■ Exercise description
Your task is to copy every line of the entries that holds the word "display".

■ Exercise inputs
++++++++++
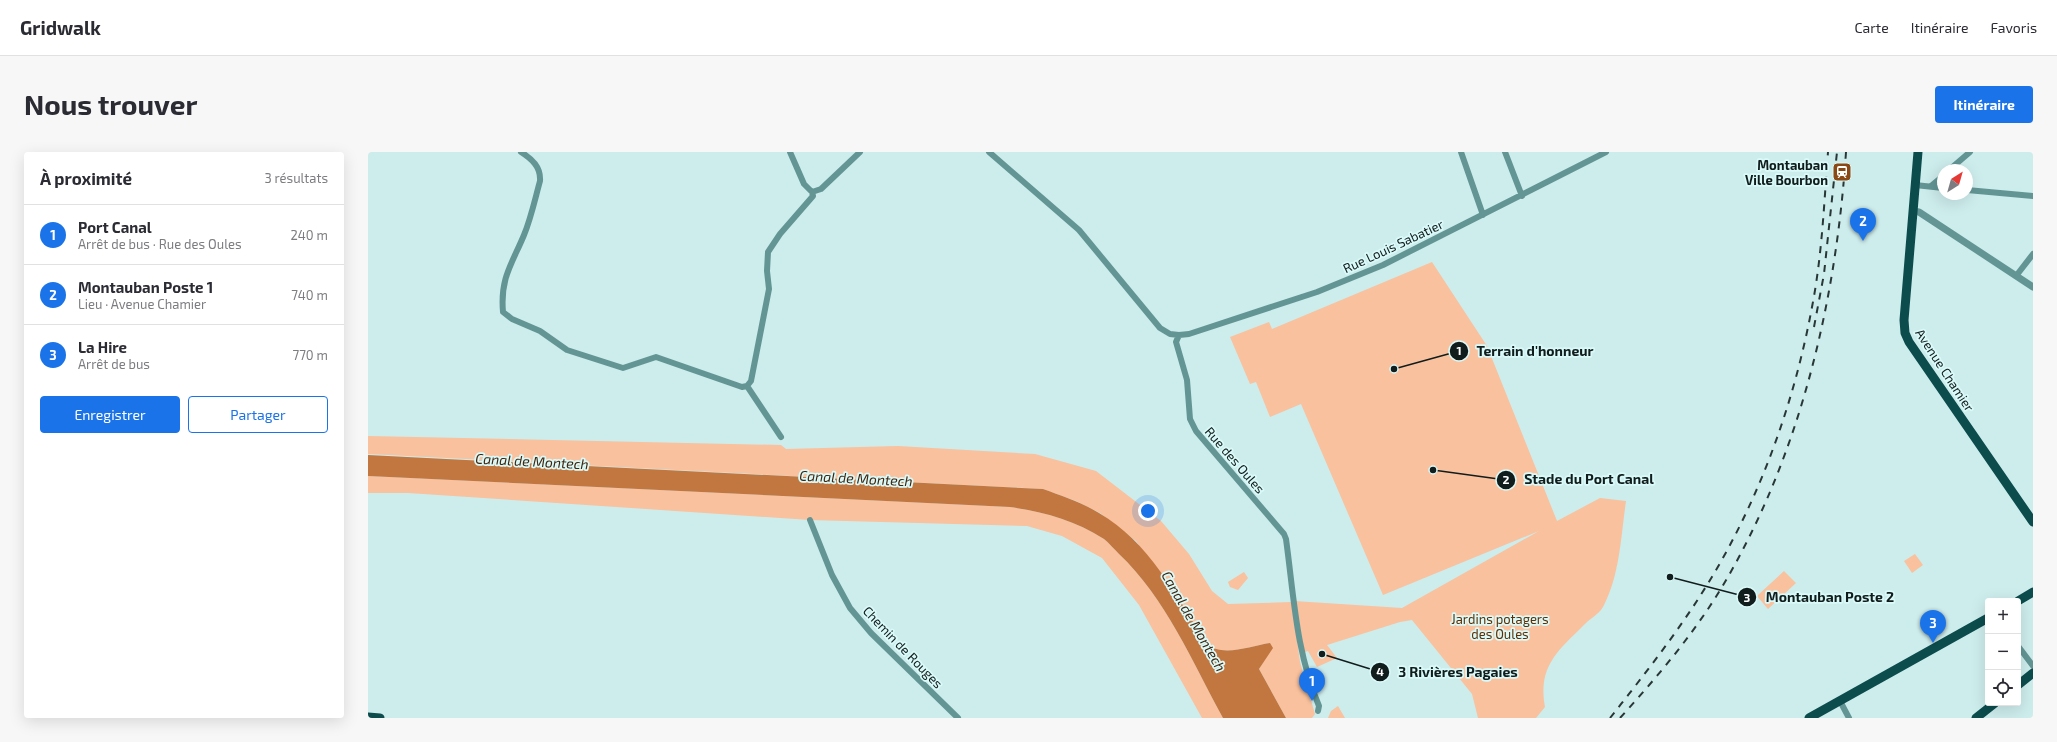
<!DOCTYPE html>
<html lang="fr">
<meta charset="utf-8">
<style>
body{margin:0;font-family:"Exo 2",sans-serif;background:#f7f7f7;color:#2b2b33}
.controls{position:absolute;right:12px;bottom:12px;display:grid;overflow:hidden;border-radius:4px;box-shadow:0 4px 16px #0002}
.controls button{width:36px;height:36px;display:grid;place-items:center;padding:0;border:0;border-bottom:1px solid #e1e1e2;background:#fff;color:#2b2b33;font:20px sans-serif}
.compass{position:absolute;left:1569px;top:12px;width:36px;height:36px;border-radius:50%;background:#fff;box-shadow:0 4px 16px #0002;rotate:37deg}
.you{position:absolute;left:780px;top:359px;width:14px;height:14px;margin:-10px;border:3px solid #fff;border-radius:50%;background:#1a73e8;box-shadow:0 0 0 6px #1a73e833}
.badge{display:grid;place-items:center;width:26px;height:26px;border-radius:50%;background:#1a73e8;color:#fff;font-size:13px;font-weight:700}
.pin{position:absolute;translate:-50% -33px;filter:drop-shadow(0 1px 2px #0008)}
.pin::after{content:'';position:absolute;top:21px;width:14px;height:12px;background:inherit;clip-path:polygon(0 0,100% 0,50% 100%)}
.list{margin:0;padding:0;list-style:none}
h2{display:flex;justify-content:space-between;align-items:center;height:52px;margin:0;padding:0 16px;font-size:17px}
h2 small{font-size:13px;font-weight:400;color:#7c7c81}
.list li{display:grid;grid-template-columns:26px 1fr auto;gap:12px;align-items:center;box-sizing:border-box;height:60px;padding:0 16px;border-top:1px solid #e1e1e2}
.list b{display:block;font-size:15px;white-space:nowrap}
.list p{margin:0;font-size:13px;white-space:nowrap;color:#7c7c81}
.list em{font-size:13px;font-style:normal;color:#7c7c81}
.actions{display:flex;gap:8px;padding:12px 16px}
.actions a{flex:1;padding:9px 0;border:1px solid #1a73e8;border-radius:4px;text-align:center;font-size:14px;color:#1a73e8}
.actions .main{background:#1a73e8;color:#fff}
.icon{flex:none;width:22px;height:22px;fill:none;stroke:currentColor;stroke-width:2;stroke-linecap:round;stroke-linejoin:round}
.map{position:relative;flex:none;width:1665px;height:566px;overflow:hidden;border-radius:4px}
header{display:flex;align-items:center;gap:24px;box-sizing:border-box;height:56px;padding:0 20px;background:#fff;border-bottom:1px solid #e1e1e2}
header strong{font-size:19px}
nav{display:flex;gap:22px;margin-inline-start:auto;font-size:14px}
.intro{display:flex;align-items:center;justify-content:space-between;box-sizing:border-box;height:96px;padding:0 24px}
h1{margin:0;font-size:28px}
.button{padding:10px 18px;border-radius:4px;background:#1a73e8;color:#fff;font-size:14px;font-weight:700}
main{display:flex;gap:24px;padding:0 24px}
aside{flex:1;background:#fff;border-radius:4px;box-shadow:0 4px 16px #0002}
.map>svg:first-child{display:block}
</style>
<header>
<strong>Gridwalk</strong>
<nav><a>Carte</a><a>Itinéraire</a><a>Favoris</a></nav>
</header>
<div class="intro"><h1>Nous trouver</h1><a class="button">Itinéraire</a></div>
<main>
<aside>
<h2>À proximité<small>3 résultats</small></h2>
<ul class="list">
<li><span class="badge">1</span><div><b>Port Canal</b><p>Arrêt de bus · Rue des Oules</p></div><em>240 m</em></li>
<li><span class="badge">2</span><div><b>Montauban Poste 1</b><p>Lieu · Avenue Chamier</p></div><em>740 m</em></li>
<li><span class="badge">3</span><div><b>La Hire</b><p>Arrêt de bus</p></div><em>770 m</em></li>
</ul>
<div class="actions"><a class="main">Enregistrer</a><a>Partager</a></div>
</aside>
<div class="map">
<svg width="1665" height="566" viewBox="0 0 1665 566">
<rect width="100%" height="100%" fill="#cdecec"/>
<!-- green -->
<path fill="#f9c19d" d="M1064 110 1119 194 1189 369 1232 346 1258 349C1253 383 1252 422 1236 453 1233 460 1225 465 1219 470 1192 497 1169 513 1177 555L1168 566H1110L1104 542 1044 468 1032 470 959 493 969 506 949 515 940 499 933 501 926 449 1034 456 1171 379 1015 443 933 252 902 265 888 230 882 232 862 185 901 170 904 177Z
M0 284 413 293 418 297 530 294 667 302 728 319 793 369 821 402 844 439 860 452 924 450 932 510 947 562 944 566H918L891 517 904 496 902 491C882 494 853 506 838 491L768 389 732 361 708 349 675 337 0 302Z
M0 324 642 355C676 360 706 368 736 387 741 391 746 397 751 402 797 445 825 511 855 566H834L771 453 734 406 694 384 659 374 442 368 40 341H0Z
M1547 402 1555 413 1544 421 1536 409Z
M1416 419 1428 431 1400 457 1389 444Z
M876 420 880 426 870 438 862 435 860 430Z
M970 554 977 566H960L963 559Z"/>
<!-- water -->
<path fill="#c27640" d="M0 303 675 337C694 344 713 350 731 361 781 390 808 443 838 491 853 506 882 494 902 491L905 496 891 517 918 566H855C825 511 797 445 751 402 746 397 741 391 736 387 706 368 676 360 642 355L0 324Z"/>
<g fill="none" stroke-linecap="round" stroke-linejoin="round">
<!-- minor -->
<path stroke="#639595" stroke-width="6" d="M153 0C164 7 173 15 172 29 167 47 163 66 156 83 144 112 132 126 135 160L144 167 172 179 199 198 255 216 288 205 374 235 379 234
M422 0 436 32 444 40
M621 0 711 78 792 176 802 182 811 183 808 190 819 228 822 267 828 279 916 382 918 387C926 445 928 500 951 554L950 559
M1093 0 1115 63
M1137 0 1154 44
M1581 18 1602 0
M1547 33 1575 36
M1563 34 1575 24
M1599 38 1665 44
M1648 124 1665 102
M811 183 821 182 949 140 1015 113 1238 0
M413 285 379 234 383 229 401 137 399 119 400 100 412 82 445 44 444 40 453 37 492 0
M442 368 464 423 482 456 503 481 590 566
M1650 494 1665 514
M1472 549 1481 566"/>
<!-- tertiary -->
<path stroke="#639595" stroke-width="7" d="M1545 59 1551 60 1665 135"/>
<!-- primary -->
<path stroke="#0c4c4d" stroke-width="9" d="M1550 0 1536 168 1537 181 1541 190 1665 370
M1650 449 1665 440
M1650 533 1665 521
M0 565 12 566
M1441 566 1620 466
M1608 566 1627 551"/>
<!-- rail -->
<path stroke="#283636" stroke-width="2" stroke-dasharray="7 7" stroke-linecap="butt" d="M1446 175 1456 122 1469 0
M1242 566C1276 523 1310 480 1339 433 1391 349 1426 252 1444 155 1454 104 1456 52 1460 0
M1252 566C1289 525 1325 483 1354 435 1432 304 1468 151 1478 0"/>
</g>
<!-- icons -->
<defs>
<symbol id="station-square" viewBox="-11 -11 22 22"><rect x="-9" y="-9" width="18" height="18" rx="4" fill="#8a4914" stroke="#dafaf9"/><path d="M-3-6H3Q5-6 5-4V2Q5 4 3 4L4.5 6H3L1.5 4h-3L-3 6H-4.5L-3 4Q-5 4-5 2V-4Q-5-6-3-6ZM-3.5-4v3h7v-3ZM-3.5 1v1.5H-2V1ZM2 1v1.5H3.5V1Z" fill="#fff"/></symbol>
</defs>
<g fill-rule="evenodd">
<use href="#station-square" x="1463" y="9" width="22" height="22"/>
</g>
<g text-anchor="middle" dominant-baseline="central" stroke-width="3.5" stroke-linejoin="round" paint-order="stroke">
<!-- poi labels -->
<g font-size="13" font-weight="bold" fill="#111c1c" stroke="#dafaf9" text-anchor="end">
<text x="1460" y="13">Montauban<tspan x="1460" dy="15">Ville Bourbon</tspan></text>
</g>
<!-- street labels -->
<g font-size="13" fill="#111c1c" stroke="#dafaf9">
<text transform="translate(1025 94) rotate(-25)">Rue Louis Sabatier</text>
<text transform="translate(1577 218) rotate(57)">Avenue Chamier</text>
<text transform="translate(867 308) rotate(49)">Rue des Oules</text>
<text transform="translate(535 495) rotate(46)">Chemin de Rouges</text>
</g>
<!-- park labels -->
<g font-size="13" fill="#5f2d01" stroke="#dafaf9">
<text x="1132" y="467">Jardins potagers<tspan x="1132" dy="15">des Oules</tspan></text>
</g>
<!-- water labels -->
<g font-size="14" font-style="italic" fill="#43230c" stroke="#dafaf9">
<text transform="translate(164 309) rotate(3)">Canal de Montech</text>
<text transform="translate(488 326) rotate(3)">Canal de Montech</text>
<text transform="translate(826 469) rotate(60)">Canal de Montech</text>
</g>
</g>
<!-- callouts -->
<path fill="none" stroke="#111c1c" stroke-width="1.5" d="M1026 217L1091 199M1065 318L1138 328M1302 425L1379 445M954 502L1012 520"/>
<g fill="#111c1c" stroke="#dafaf9" stroke-width="1.5">
<circle cx="1026" cy="217" r="4"/>
<circle cx="1065" cy="318" r="4"/>
<circle cx="1302" cy="425" r="4"/>
<circle cx="954" cy="502" r="4"/>
<circle cx="1091" cy="199" r="10"/>
<circle cx="1138" cy="328" r="10"/>
<circle cx="1379" cy="445" r="10"/>
<circle cx="1012" cy="520" r="10"/>
</g>
<g font-size="12" text-anchor="middle" font-weight="bold" fill="#fff">
<text x="1091" y="203">1</text>
<text x="1138" y="332">2</text>
<text x="1379" y="450">3</text>
<text x="1012" y="524">4</text>
</g>
<g font-size="14" text-anchor="middle" font-weight="bold" fill="#111c1c" stroke="#dafaf9" stroke-width="3.5" stroke-linejoin="round" paint-order="stroke">
<text x="1167" y="204">Terrain d'honneur</text>
<text x="1221" y="332">Stade du Port Canal</text>
<text x="1462" y="450">Montauban Poste 2</text>
<text x="1090" y="525">3 Rivières Pagaies</text>
</g>
</svg>
<div class="controls">
<button>+</button>
<button>−</button>
<button><svg class="icon" aria-label="locate" viewBox="0 0 24 24"><circle cx="12" cy="12" r="6"/><path d="M12 2v4M12 18v4M2 12h4M18 12h4"/></svg></button>
</div>
<svg class="compass" viewBox="-18 -18 36 36"><path d="M0-13l5 13h-10z" fill="#e53935"/><path d="M0 13l5-13h-10z" fill="#7c7c81"/></svg>
<div class="you"></div>
<div class="pin badge" style="left:944px;top:549px">1</div>
<div class="pin badge" style="left:1495px;top:89px">2</div>
<div class="pin badge" style="left:1565px;top:491px">3</div>
</div>
</main>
++++++++++
■ Exercise output
.controls{position:absolute;right:12px;bottom:12px;display:grid;overflow:hidden;border-radius:4px;box-shadow:0 4px 16px #0002}
.controls button{width:36px;height:36px;display:grid;place-items:center;padding:0;border:0;border-bottom:1px solid #e1e1e2;background:#fff;color:#2b2b33;font:20px sans-serif}
.badge{display:grid;place-items:center;width:26px;height:26px;border-radius:50%;background:#1a73e8;color:#fff;font-size:13px;font-weight:700}
h2{display:flex;justify-content:space-between;align-items:center;height:52px;margin:0;padding:0 16px;font-size:17px}
.list li{display:grid;grid-template-columns:26px 1fr auto;gap:12px;align-items:center;box-sizing:border-box;height:60px;padding:0 16px;border-top:1px solid #e1e1e2}
.list b{display:block;font-size:15px;white-space:nowrap}
.actions{display:flex;gap:8px;padding:12px 16px}
header{display:flex;align-items:center;gap:24px;box-sizing:border-box;height:56px;padding:0 20px;background:#fff;border-bottom:1px solid #e1e1e2}
nav{display:flex;gap:22px;margin-inline-start:auto;font-size:14px}
.intro{display:flex;align-items:center;justify-content:space-between;box-sizing:border-box;height:96px;padding:0 24px}
main{display:flex;gap:24px;padding:0 24px}
.map>svg:first-child{display:block}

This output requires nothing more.